The Treasury Department has experience in trying to allow aid to reach populations that are ruled by hostile governments and has issued licenses for humanitarian aid to arrive in such places. In June, it issued clearances to ship supplies to fight the coronavirus to Iran, Syria and Venezuela.

A terrorist group presents its own challenges, however, and keeping aid money out of the hands of the Taliban will not be easy, especially if they control the country. The group is known to plunder the wealth of Afghan citizens with exorbitant taxes, and an influx of food or medicine from abroad would be an opportunity to grab them and sell them for fundraising. Harsh penalties could also force the Taliban to rely even more on illicit finance and the drug trade, despite their public disavowal of such practices.

“There must be greater engagement in the fight against money laundering and terrorist financing due to the increased risk posed by the Taliban takeover,” said Alex Zerden, Treasury Department financial attaché at the United States Embassy in Kabul from 2018 to 2019..

The complexity of dealing with the situation in Afghanistan comes as the Treasury Department conducts a broader review of its sanctions program. Critics criticized the previous administration for imposing random sanctions, often undermining their effectiveness. The Biden administration has said it is not conducting an intelligence review on specific sanctions, but rather is focusing on ways to modernize the practice so that it is more effective.
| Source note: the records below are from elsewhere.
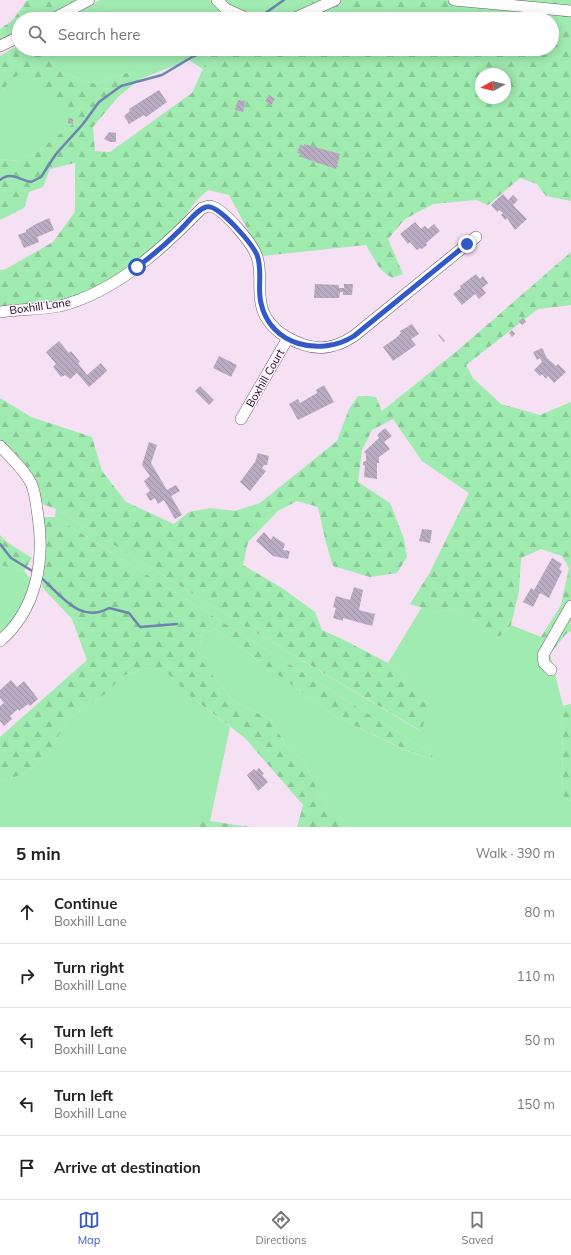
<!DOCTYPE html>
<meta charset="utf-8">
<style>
body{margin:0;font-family:Mulish,sans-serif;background:#f6f6f6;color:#222}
.compass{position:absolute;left:475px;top:68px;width:36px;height:36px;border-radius:50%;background:#fff;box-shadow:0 2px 10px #0003;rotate:262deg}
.stop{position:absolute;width:12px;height:12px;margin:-9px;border:3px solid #3359c9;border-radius:50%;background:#fff}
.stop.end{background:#3359c9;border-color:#fff;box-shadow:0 1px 4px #0008}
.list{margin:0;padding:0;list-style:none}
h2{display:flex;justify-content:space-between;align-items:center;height:52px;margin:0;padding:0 16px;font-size:17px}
h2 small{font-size:13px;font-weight:400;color:#767676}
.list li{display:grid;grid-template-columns:26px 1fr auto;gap:12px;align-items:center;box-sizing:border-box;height:64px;padding:0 16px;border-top:1px solid #e0e0e0}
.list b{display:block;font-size:15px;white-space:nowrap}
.list p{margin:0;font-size:13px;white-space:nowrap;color:#767676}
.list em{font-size:13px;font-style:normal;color:#767676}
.icon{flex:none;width:22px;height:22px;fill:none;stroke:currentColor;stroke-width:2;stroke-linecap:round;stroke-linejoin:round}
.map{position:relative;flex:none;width:571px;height:827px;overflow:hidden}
.search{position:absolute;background:#fff;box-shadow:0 2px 10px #0003;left:12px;right:12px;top:12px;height:44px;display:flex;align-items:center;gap:10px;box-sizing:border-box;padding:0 14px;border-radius:22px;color:#767676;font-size:15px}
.sheet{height:372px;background:#fff}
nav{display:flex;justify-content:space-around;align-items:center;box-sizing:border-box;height:56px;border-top:1px solid #e0e0e0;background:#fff;font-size:11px;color:#767676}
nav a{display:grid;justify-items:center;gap:2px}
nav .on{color:#3359c9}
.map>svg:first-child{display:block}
</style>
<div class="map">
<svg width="571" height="827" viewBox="0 0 571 827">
<defs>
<pattern id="forest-firs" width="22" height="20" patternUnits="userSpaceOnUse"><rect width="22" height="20" fill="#9febb0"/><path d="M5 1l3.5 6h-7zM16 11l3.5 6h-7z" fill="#88c896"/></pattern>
<pattern id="building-back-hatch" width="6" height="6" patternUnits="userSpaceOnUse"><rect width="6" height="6" fill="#b9abc1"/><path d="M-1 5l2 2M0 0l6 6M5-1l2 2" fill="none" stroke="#9e92a5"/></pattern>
</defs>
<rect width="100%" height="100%" fill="#f5e0f4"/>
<path fill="#9febb0" d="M100,0h199l3,19h-236z
M38,49h174l-9,20 -14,-9 -49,19 -8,-8 -36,13 -32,-10z
M24,69l49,42v13l-39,30 -16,7 -18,-2v-61l7,-14z
M56,509l192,119 172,103 10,-25 -42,-43 34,-56 14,5 21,-3 42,28 12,-12 30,12 9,17 13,52 -1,89 9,6v26h-221l-30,-31 -15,-33 -18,-16 -16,-27 -38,-19 -35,-45 4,-22 13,-5 119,87 71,34 28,10 -1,-6 -377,-237z
M0,565l24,6 8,10 -5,19 -27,36z
M146,668l19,3 24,24 41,32 -20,94h-13l1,6h-198v-45l26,-9 22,-18 19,-35 41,-28 14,-16z"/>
<path fill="url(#forest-firs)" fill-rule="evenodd" d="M27,0h51l-32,19h-27v16l-19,11v-17l13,-9z
M299,0h272v201l-25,-5 -9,-12 -17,-6 -32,27 -12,-5 -43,4 -28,15 -17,20 15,35 -11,4 -12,-9 -14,-24 -104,11 -33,-61 -21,-5 -11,10 -25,33 -58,45 -38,19 -25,7 -51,3v-37l6,-1 47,-27 22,-30v-49l-25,6 -7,18 -14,5 -5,16 -24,12v-61l18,2 16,-7 39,-30v-13l-49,-41 -17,14 -7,14v-42l19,-11v4h19l26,25 32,10 36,-13 8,8 -22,18 -25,30 2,24 15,1 82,-59 20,-44h340v-30h-250zM481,74h24v24h-24z
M571,252v53l-33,4 -72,56 7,13 28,26 39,11 31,-13v229l-5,3 -16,20 -9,-17 20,-32 8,-37 -7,-12 -21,-7 -20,9 -2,33 -8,34 -12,12 -42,-28 -21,3 -26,-8 19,-30 40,-81 -47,-32 -29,-42 -21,11 -10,20 -4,32 32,21 14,36 3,18 -10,16 -27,4 -37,-11 -7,-23 -8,-36 -21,-6 -19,10 -30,31 -5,23 39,23 33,24 7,18 20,9 46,24 42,43 -9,25 -173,-103 -192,-119 -13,-5 -23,-44 -20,-11v-51l31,19 61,20 10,34 24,31 48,22 15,-12 21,-4 25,3 25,-8 77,-62 12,-32 9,-13 18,1 6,14 75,-60z
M44,517h11l377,237 1,6 -27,-10 -72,-34 -119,-87 -13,5 -4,22 35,45 38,19 16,27 18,16 15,33 30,31h-53l6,-22 -58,-67 -56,-43 -24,-24 -19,-3 -24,8 -14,16 -41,28 -19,35 -22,18 -26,9v-45l87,-77 -15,-41 -30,-32 3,-28 -3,-34z
M0,535l8,8 24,15 -8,13 -24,-6z
M571,704v97l-9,-6 1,-89z
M197,821h13l40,6h-52z"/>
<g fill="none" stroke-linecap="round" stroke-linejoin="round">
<path stroke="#6c85af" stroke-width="2.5" d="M252,14h12l20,-14
M0,180c11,-9 19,0 31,2l10,-5 15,-23 27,-30 16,-22 22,-16 41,-11 30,-18 18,-8
M0,544l11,14 23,14
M39,576c21,17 40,49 70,32l20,5 11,14 37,-3"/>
</g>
<path fill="url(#building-back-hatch)" d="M159,90l8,12 -21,15 -2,-2 -15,9 -5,-8 6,-5 -1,-2z
M269,95l6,4 -4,6 -6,-4z
M238,100l7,1 -2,11 -8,-2z
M68,118l5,1v5l-5,-1z
M109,132l7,1v9h-6l-6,-3z
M304,144l36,10 -4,15 -35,-12 1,-3 -5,-1 3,-8 4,1z
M503,194l5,6 5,-5 5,5 -5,5 14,14 -12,11 -8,-12 -2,2 -4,-5 2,-2 -4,-3 -2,2 -6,-7z
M49,218l5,12 -17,7 2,5 -15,6 -6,-13 8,-3v-2l10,-6z
M415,222l6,7 4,-3 3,3 6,-5 6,7 -14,12 1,2 -5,4 -2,-1 -3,2 -7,-8 -2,2 -8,-10z
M476,274l4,5 3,-3 5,7 -6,5 4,5 -7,6 -4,-5 -13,11 -9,-11 8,-6 -1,-2z
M315,284l24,1v3h5v-4h9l-1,11h-9v-3h-3l-1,6h-25z
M523,318l3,4 -4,3 -3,-4z
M412,324l7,10 -8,5 5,6 -23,16 -10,-14 13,-9 5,-5 -1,-2z
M512,330l3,4 -3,3 -3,-4z
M439,334l6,7 -1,1 -6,-7z
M59,341l10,12 2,-2 9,11 -2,1 9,12 14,-12 6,8 -18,16 -12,-14 -7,6 -5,-4 -4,2 -8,-10 3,-3 -10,-12z
M542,348l5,10 9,8 2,-2 8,8 -12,11 -6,-7 -2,3 -4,-5 -2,2 -6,-6 8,-8 -2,-4 -3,2 -4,-8z
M219,356l18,9 -6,12 -18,-9z
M324,385l10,17 -36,18 -9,-16 9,-5 2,4 17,-10 -1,-3z
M200,386l14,14 -5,5 -14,-14z
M385,428l7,8 -8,6 6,7 -11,8v6h-2v16l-13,-2 1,-11 -2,-1v-3l3,-1v-7l-2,-2 15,-14 -2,-3z
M149,442l8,3 -6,18 16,27 9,-5 4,6 -9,5 11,19 -7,4 -11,-19 -6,4 -3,-6 -5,3 -4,-7 4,-3 -6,-10 6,-5 -8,-11z
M258,453l11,3 -2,9h-3l-2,3 4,3 -16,20 -10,-9 15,-20z
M422,529l10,1 -2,13 -11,-2z
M264,532l7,8 2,-4 12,8 -2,6 7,1 -2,8 -15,-3 -17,-15z
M552,558l10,6 -3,5 3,2 -13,27 -9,-5 -7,14 -10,-5 8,-14 3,2z
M354,587l9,3 -4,20 16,4 -3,12 -29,-8v3l-10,-3 3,-10 -3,-1 3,-11 14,4z
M11,680l6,7 7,-6 14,18 -8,7 -2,-2 -9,7 -1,-2 -8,7 2,3 -8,7 -4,-5v-15l4,-3 -4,-5v-8z
M259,768l5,6 -2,1 6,7 -10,9 -11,-16 7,-6 2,2z"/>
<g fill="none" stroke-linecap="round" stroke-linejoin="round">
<defs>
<path id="minor" d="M217,0l9,9 22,10
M454,0l117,11
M53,19l36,-19
M293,19l42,-19
M0,46l19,-9
M0,312c20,-3 41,-2 60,-6 56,-14 103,-58 142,-98 4,-1 7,-3 11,-1 13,5 40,37 44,50 5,14 1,31 4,46 2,14 12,26 24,33 25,15 45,16 69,0l122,-99
M241,419l47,-81
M0,446c11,12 24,23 31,37 5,11 5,22 7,33 7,46 -2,94 -38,125
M551,670l-7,-7 -1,-8 28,-49"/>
</defs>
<use href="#minor" stroke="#705e6f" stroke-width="12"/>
<use href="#minor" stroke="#fff" stroke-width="11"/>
</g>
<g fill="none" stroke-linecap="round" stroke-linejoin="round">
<path stroke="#3359c9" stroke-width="5" d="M137,267c15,-11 29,-23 42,-36 8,-7 17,-21 27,-24 12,-4 46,37 51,48 6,15 0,33 4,48 9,43 60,54 93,33l113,-92"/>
</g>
<g text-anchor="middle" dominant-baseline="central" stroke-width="3" stroke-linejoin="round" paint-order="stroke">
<g font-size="11" fill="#140d14" stroke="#fdf1fd">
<text transform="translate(40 306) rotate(-8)">Boxhill Lane</text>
<text transform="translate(265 378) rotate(-60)">Boxhill Court</text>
</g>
</g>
</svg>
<svg class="compass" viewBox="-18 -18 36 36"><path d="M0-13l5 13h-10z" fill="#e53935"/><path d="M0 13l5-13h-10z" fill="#767676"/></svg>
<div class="stop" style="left:137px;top:267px"></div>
<div class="stop end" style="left:467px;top:244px"></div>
<div class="search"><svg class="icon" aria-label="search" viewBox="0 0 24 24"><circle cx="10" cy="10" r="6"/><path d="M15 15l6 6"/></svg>Search here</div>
</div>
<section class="sheet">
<h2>5 min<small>Walk · 390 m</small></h2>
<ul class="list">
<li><svg class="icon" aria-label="ahead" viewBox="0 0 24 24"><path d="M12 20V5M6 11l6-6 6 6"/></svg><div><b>Continue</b><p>Boxhill Lane</p></div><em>80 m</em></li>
<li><svg class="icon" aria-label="right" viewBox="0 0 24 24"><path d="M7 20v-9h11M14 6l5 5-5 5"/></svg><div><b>Turn right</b><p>Boxhill Lane</p></div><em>110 m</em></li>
<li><svg class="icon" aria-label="left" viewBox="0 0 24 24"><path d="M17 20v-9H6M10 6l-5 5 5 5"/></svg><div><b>Turn left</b><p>Boxhill Lane</p></div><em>50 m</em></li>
<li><svg class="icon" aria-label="left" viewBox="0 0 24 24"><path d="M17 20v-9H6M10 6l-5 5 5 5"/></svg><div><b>Turn left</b><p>Boxhill Lane</p></div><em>150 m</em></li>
<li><svg class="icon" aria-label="arrive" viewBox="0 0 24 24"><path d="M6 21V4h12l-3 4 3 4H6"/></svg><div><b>Arrive at destination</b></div></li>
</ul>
</section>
<nav>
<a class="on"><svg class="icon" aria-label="map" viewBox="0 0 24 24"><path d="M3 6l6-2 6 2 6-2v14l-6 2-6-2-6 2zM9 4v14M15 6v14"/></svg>Map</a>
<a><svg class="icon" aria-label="directions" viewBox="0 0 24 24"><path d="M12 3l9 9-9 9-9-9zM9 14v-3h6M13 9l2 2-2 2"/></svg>Directions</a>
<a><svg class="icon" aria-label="saved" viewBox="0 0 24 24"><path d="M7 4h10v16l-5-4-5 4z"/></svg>Saved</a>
</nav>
The Treasury Department has not proposed any timeline for this review. It comes as Senate Republicans blocked two of President Biden’s nominations for key Treasury Department sanctions roles, Brian E. Nelson and Elizabeth Rosenberg. While the Biden administration has been less vocal than the Trump administration about its use of sanctions, it is still set to make around 1,000 designations this year, according to law firm Gibson, Dunn & Crutcher.

Any easing of sanctions for the Taliban could come at a political price.
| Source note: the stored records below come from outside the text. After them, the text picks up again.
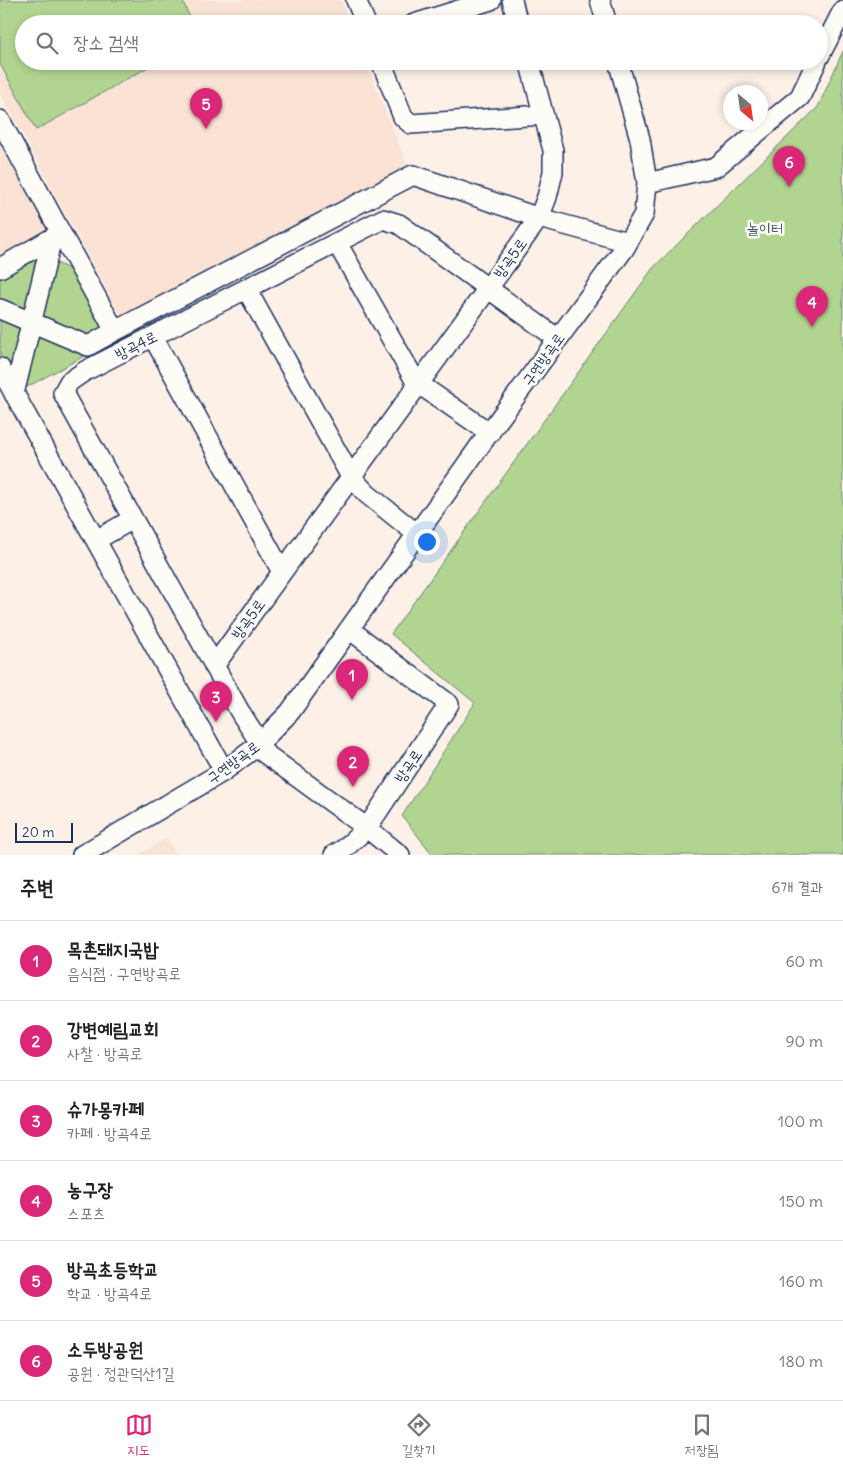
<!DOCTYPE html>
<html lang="ko">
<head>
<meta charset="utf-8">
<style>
  :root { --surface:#fff; --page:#f6f6f6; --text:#202124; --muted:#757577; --line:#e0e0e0; --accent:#db2777 }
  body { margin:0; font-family:Delius,"Poor Story",sans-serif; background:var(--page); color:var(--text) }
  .compass { position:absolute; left:723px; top:85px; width:45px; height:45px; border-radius:50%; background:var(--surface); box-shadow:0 2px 8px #0003; rotate:151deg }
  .scale { position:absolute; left:15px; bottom:12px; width:58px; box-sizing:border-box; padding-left:5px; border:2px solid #1b2f5e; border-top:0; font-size:14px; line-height:18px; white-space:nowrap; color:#1b2f5e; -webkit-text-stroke:4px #fdfcf7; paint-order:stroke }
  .you { position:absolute; left:426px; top:541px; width:18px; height:18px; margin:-12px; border:4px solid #fff; border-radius:50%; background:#1a73e8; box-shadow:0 0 0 8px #1a73e833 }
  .badge { display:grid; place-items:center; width:32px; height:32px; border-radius:50%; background:var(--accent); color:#fff; font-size:16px; font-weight:700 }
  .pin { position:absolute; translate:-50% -41px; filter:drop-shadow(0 1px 2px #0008) }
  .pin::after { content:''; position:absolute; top:26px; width:18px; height:15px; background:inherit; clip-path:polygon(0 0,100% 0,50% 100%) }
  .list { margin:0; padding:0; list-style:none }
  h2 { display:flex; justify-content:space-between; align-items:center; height:65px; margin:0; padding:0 20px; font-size:21px }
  h2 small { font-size:16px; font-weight:400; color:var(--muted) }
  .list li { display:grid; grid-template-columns:32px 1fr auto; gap:15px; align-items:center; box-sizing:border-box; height:80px; padding:0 20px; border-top:1px solid var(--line) }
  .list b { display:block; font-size:19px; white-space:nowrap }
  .list p { margin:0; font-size:16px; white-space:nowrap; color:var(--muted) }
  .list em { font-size:16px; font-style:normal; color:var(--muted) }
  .icon { flex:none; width:28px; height:28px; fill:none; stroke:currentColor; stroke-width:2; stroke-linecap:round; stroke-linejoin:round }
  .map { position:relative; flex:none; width:843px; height:855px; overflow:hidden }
  .search { position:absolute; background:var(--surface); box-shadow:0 2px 8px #0003; left:15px; right:15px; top:15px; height:55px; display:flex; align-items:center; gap:12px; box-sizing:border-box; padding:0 18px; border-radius:28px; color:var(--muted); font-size:19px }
  .sheet { height:545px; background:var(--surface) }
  nav { display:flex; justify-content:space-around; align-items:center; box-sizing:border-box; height:70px; border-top:1px solid var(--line); background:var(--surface); font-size:14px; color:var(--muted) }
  nav a { display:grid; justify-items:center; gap:2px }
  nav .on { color:var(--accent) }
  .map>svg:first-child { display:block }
  .built { fill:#fae2d4 }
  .green { fill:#b1d590; stroke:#668277 }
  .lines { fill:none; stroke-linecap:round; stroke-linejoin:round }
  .street-casing { stroke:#1b2f5e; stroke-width:22 }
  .street { stroke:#fdfcf7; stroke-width:19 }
  .labels { text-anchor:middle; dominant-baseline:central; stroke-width:5; stroke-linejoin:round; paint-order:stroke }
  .park-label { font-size:15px; fill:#40586a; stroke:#fdfcf7 }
  .street-label { font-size:15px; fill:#1b2f5e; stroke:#fdfcf7 }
</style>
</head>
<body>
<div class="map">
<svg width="843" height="855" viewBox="0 0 843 855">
  <rect width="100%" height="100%" fill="#fcf0e7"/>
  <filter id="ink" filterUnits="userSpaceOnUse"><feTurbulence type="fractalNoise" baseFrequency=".02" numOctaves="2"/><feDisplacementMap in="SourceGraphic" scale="10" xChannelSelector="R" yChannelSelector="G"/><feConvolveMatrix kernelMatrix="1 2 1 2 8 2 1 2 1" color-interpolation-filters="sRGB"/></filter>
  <g filter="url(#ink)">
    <path class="built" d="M0 0H341L350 24H24V61H365L408 167 122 318 0 92Z
      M0 134 51 230 0 258Z
      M167 838 176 855H138Z"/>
    <path class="green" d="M0 0H182L193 24H24V61H159L36 130 0 64Z
      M843 51V855H433L402 816 475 703 391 634 653 268 818 107Z
      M29 259 59 264 75 272 112 341 14 394 0 368V273Z"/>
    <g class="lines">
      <defs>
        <path id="street" d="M356 0 366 24
          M512 0 518 24
          M600 0 607 24
          M414 24 491 0
          M819 57 843 10
          M381 61 403 117 411 124 543 115
          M0 120 61 233
          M647 183 716 167 800 97 817 61
          M337 243 416 382 490 433
          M0 268 61 233 115 331 88 346 0 309
          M247 290 351 477 367 494 417 534
          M115 331 413 175 539 218 628 242
          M153 337 282 572
          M0 368 224 771
          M14 394 52 238
          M96 540 133 519
          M214 666 539 218 547 197 553 172V150L529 61
          M260 743 240 712 63 393 69 382 85 371 383 219 399 224 558 339
          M256 747 367 828 400 855
          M82 855 224 771 256 747 290 712 494 426 624 249 644 214 647 183 640 139 618 61
          M334 855 344 849 367 828 449 704 349 629"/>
      </defs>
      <use href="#street" class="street-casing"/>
      <use href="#street" class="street"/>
    </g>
  </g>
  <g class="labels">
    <g class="park-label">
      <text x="765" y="228">놀이터</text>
    </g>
    <g class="street-label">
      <text transform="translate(510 258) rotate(-54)">방곡5로</text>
      <text transform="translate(136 345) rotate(-27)">방곡4로</text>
      <text transform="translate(543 359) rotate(-54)">구연방곡로</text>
      <text transform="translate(248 619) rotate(-54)">방곡5로</text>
      <text transform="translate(233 762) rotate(-36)">구연방곡로</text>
      <text transform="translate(408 766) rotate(-56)">방곡로</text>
    </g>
  </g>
</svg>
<svg class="compass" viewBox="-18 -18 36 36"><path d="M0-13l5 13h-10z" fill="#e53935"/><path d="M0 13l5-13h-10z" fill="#757577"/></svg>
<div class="scale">20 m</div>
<div class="you"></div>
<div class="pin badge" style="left:352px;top:700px">1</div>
<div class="pin badge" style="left:353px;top:787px">2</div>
<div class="pin badge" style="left:216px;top:722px">3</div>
<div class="pin badge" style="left:812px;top:327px">4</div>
<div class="pin badge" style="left:206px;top:129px">5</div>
<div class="pin badge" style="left:789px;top:187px">6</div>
<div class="search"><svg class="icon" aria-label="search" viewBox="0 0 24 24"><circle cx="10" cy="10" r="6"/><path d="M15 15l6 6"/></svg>장소 검색</div>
</div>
<section class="sheet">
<h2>주변<small>6개 결과</small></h2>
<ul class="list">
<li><span class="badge">1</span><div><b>목촌돼지국밥</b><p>음식점 · 구연방곡로</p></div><em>60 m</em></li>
<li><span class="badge">2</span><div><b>강변예림교회</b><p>사찰 · 방곡로</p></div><em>90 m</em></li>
<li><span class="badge">3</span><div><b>슈가몽카페</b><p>카페 · 방곡4로</p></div><em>100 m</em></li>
<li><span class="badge">4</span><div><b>농구장</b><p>스포츠</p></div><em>150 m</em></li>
<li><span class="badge">5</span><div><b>방곡초등학교</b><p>학교 · 방곡4로</p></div><em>160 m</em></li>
<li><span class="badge">6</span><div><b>소두방공원</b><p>공원 · 정관덕산1길</p></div><em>180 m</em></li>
</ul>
</section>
<nav>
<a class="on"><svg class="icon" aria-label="map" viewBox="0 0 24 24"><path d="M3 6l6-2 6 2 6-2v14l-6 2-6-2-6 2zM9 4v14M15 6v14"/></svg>지도</a>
<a><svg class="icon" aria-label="directions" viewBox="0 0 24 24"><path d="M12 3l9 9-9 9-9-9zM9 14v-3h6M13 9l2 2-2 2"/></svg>길찾기</a>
<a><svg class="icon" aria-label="saved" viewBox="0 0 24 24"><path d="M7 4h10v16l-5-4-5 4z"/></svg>저장됨</a>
</nav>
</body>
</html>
Senators Marco Rubio of Florida and Rob Portman of Ohio, both Republicans, on Monday urged Treasury Secretary Janet L. Yellen to protect the Taliban from all internationally held assets belonging to Afghanistan.

“The Taliban are sponsors of terrorism with close ties to Al Qaeda, so they cannot be trusted to distribute money to the Afghan people who desperately need it, and will instead use all funds.” to actively advance priorities hostile to US interests, ” they wrote in a letter. “We can and must work for alternative means to support the Afghan people, but we cannot allow any resources to be used to strengthen an oppressive Taliban regime. “

Khalid Payenda, who resigned as Afghan finance minister last month, told an event at Georgetown University’s School of Foreign Service on Thursday that the Taliban appeared to be struggling to revive financial operations government and the country would soon run out of money. He said the world must find ways to provide economic support to the Afghan people without giving money to the Taliban and that sanctions must be maintained as leverage.

“I think giving full access to the reserves would be catastrophic,” Payenda said, accusing the Taliban of still having ties to Al Qaeda. “The Taliban know they cannot run a government without the finance and technical assistance that comes from other countries. “

The White House made it clear this week that it would not let go of any economic leverage on the Taliban prematurely. Officials in the Biden administration have insisted that such leverage would be important to ensure that the Taliban live up to their commitments to let Americans, permanent residents and Afghan citizens with special immigrant visas leave the country. country.

“When we talk about the Afghan reserves, the access of the Afghans to the banking system, the access of the Afghans to any kind of fundamental operation of the economy, think of the fact that the United States has been essentially the custodians of it. over the past 20 years, “Jake Sullivan, the White House’s national security adviser, told CNN.

Arguing that the Taliban now have a degree of dependence on the United States, he added: “They understand how much their ability to provide anything to their citizens in the direction of a functional economy rests. on the international community. It is based on the United States.